- Location: 45°29′37″N 73°38′57″W﻿ / ﻿45.493532°N 73.649050°W Côte-des-Neiges, Montreal, Quebec, Canada
- Date: June 22, 2026
- Target: Aylo headquarters
- Attack type: Ambush; shootout;
- Weapons: SKS semi-automatic rifle
- Deaths: 3 (including the perpetrator)
- Injured: 2
- Perpetrator: Seth Hatfield
- Defenders: Service de police de la Ville de Montréal
- Motive: Opposition to pornography; Anti-capitalism; Incel ideology;

= 2026 Montreal shooting =

Shooting in Quebec, Canada

On June 22, 2026, a shooting and a subsequent shootout occurred outside the headquarters of Aylo, a multinational conglomerate involved in internet pornography, including the pornographic video-sharing website Pornhub, in the Côte-des-Neiges neighborhood of Montreal, Quebec, Canada. Three people were killed during the incident: a civilian; a Montreal City Police Service (SPVM) police officer; and the perpetrator, 25-year-old Seth Hatfield, who was fatally shot by responding officers. A second SPVM officer was critically injured, and a second civilian sustained minor injuries. Quebec's minister of public security Ian Lafrenière denied terrorism as a motivation.

== Shooting ==
On June 22, 2026, at 11:35 a.m. EDT, the Montreal City Police Service (SPVM) responded to a 911 call after a witness saw a gun sticking out of a window at the Hilton Garden Inn Montreal Midtown, and reported hearing gunshots. The gunman appeared to be shooting at the sixth floor of the building across from the hotel, where Aylo's employees were working. When police officers arrived, they exchanged gunfire with the gunman, now at street level. One officer, a civilian, and the perpetrator were killed. A second officer was critically injured.

Constable Mohamed Lamine Benredouane and a female police officer were the first to arrive. Benredouane was shot and fatally wounded. A civilian, Michel Mizrahi, was also fatally shot as he approached the police officers' position. The female police officer was then shot and critically wounded. The gunman was fatally shot by Constable Xavier Gaumond as he reloaded. Gaumond, who was working as the acting sergeant of Station 26, had arrived in time to see Benredouane being shot.

Police blocked Highway 15 and the Orange Line and ordered residents within the boundaries of Côte-des-Neiges Road, MacDonald Street, Highway 40 and Queen Mary to remain indoors. A video posted to social media showed the shooter dressed in camouflage and ambushing the officers. A witness estimated hearing 30–40 gunshots.

Police Chief Fady Dagher stated that he did not know who shot Mizrahi.

==Victims==
The shooter killed an SPVM police officer and injured another police officer. A civilian was also fatally shot during the incident; the circumstances of his death remain under investigation.

The Israeli Consulate in Montreal identified the civilian victim as Israeli Michel Mizrahi, aged 68, a Montreal resident of more than 30 years. A second civilian received minor injuries.

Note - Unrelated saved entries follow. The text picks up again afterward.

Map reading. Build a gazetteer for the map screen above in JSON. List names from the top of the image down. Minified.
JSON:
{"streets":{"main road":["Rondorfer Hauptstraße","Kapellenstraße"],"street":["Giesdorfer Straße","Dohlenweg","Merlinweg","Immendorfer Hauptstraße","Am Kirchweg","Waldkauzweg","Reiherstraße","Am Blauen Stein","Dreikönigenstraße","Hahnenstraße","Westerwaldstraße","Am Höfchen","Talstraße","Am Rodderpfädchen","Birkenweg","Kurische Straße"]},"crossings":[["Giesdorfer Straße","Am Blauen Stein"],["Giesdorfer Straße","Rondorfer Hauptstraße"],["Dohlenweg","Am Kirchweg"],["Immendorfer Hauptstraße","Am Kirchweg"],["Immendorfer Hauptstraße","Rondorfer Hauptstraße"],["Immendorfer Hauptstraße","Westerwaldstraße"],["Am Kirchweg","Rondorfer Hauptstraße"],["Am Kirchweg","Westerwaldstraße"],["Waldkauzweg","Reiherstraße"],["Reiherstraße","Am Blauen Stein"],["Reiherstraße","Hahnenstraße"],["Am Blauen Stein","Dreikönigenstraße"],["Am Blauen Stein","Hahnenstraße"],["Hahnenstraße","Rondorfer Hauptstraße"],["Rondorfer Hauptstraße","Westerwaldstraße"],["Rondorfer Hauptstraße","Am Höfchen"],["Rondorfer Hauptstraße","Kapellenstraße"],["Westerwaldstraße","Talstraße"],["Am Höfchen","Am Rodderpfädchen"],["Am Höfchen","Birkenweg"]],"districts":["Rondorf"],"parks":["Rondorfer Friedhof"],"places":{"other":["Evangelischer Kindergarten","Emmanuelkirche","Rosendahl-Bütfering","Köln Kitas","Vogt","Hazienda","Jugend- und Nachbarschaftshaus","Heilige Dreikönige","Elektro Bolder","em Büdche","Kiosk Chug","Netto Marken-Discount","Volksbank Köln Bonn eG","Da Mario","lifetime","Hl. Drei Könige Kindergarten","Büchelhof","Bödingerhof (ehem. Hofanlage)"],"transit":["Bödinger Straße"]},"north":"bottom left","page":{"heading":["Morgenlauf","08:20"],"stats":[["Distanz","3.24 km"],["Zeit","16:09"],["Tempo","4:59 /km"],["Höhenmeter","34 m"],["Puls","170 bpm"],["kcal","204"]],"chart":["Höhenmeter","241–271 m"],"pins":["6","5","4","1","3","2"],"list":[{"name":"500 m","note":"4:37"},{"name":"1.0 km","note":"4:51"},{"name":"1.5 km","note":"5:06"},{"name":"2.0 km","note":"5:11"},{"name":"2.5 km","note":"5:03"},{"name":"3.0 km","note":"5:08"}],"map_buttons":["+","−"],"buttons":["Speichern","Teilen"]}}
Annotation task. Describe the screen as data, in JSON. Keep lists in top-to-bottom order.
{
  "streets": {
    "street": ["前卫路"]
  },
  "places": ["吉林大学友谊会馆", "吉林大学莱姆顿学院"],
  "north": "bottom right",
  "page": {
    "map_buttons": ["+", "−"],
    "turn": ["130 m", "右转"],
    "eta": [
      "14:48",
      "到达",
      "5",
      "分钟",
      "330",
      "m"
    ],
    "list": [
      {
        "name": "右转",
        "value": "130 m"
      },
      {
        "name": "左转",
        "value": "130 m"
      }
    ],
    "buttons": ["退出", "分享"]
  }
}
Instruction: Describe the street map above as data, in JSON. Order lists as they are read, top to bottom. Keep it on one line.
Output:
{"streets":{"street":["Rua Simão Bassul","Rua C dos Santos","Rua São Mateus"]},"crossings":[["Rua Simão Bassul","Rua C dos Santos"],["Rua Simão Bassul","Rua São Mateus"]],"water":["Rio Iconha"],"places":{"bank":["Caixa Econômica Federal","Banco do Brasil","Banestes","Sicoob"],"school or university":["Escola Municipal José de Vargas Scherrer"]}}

The slain officer was Constable Mohamed Lamine Benredouane, aged 34, who joined the SPVM in 2021. This incident marked the first SPVM officer killed in the line of duty in 24 years. According to Borough Mayor Stéphanie Valenzuela, Constable Benredouane grew up in the neighbourhood where he died. A second officer was critically injured.

== Perpetrator ==
The Quebec coroner's office identified the shooter as Seth Scott Hatfield, aged 25, a resident of Lethbridge, Alberta. He studied philosophy at the University of Lethbridge. A high-risk operation was carried out at his residence on the day of the incident.

A 2023 archive of Hatfield's YouTube account featured a playlist of videos called "Favorites" which included videos from conspiracy theorist Paul Joseph Watson, a military march "Farewell of Slavianka" that was used during the Russian Civil War, and a question and answer video about fascism. The videos were published between 2019 and 2021. Hatfield's subscriptions focused on pagan beliefs, fishing, and firearms.

=== Manifesto ===
Hatfield was linked to incel subculture after a 104-page manifesto targeting women was found in a hotel room. He wrote that online pornography, including Pornhub, was responsible for a large part of men's suffering. In his manifesto, he called for the targeting of pornography industry conventions, the headquarters of global pornography companies, as well as prominent pornographic film actors and actresses. Pickup artists and plastic surgeons were also among groups targeted in his manifesto. The manifesto also called for the destruction of liberalism and capitalism by armed revolution, and according to the Institute for Strategic Dialogue, combined Marxist ideology with incel beliefs. Hatfield wrote that modern capitalism was responsible for the "hypergamy state" of women. He identified business leaders, politicians, Zionists, and cryptocurrency leaders as "class A targets".

== Reactions ==
Canadian prime minister Mark Carney issued a statement expressing his condolences to the victims of the shooting and expressed gratitude towards the police for protecting the community. At a press conference, Quebec premier Christine Frechette expressed her condolences to the families of the victims and asked for the Quebec flag to be flown at half-mast.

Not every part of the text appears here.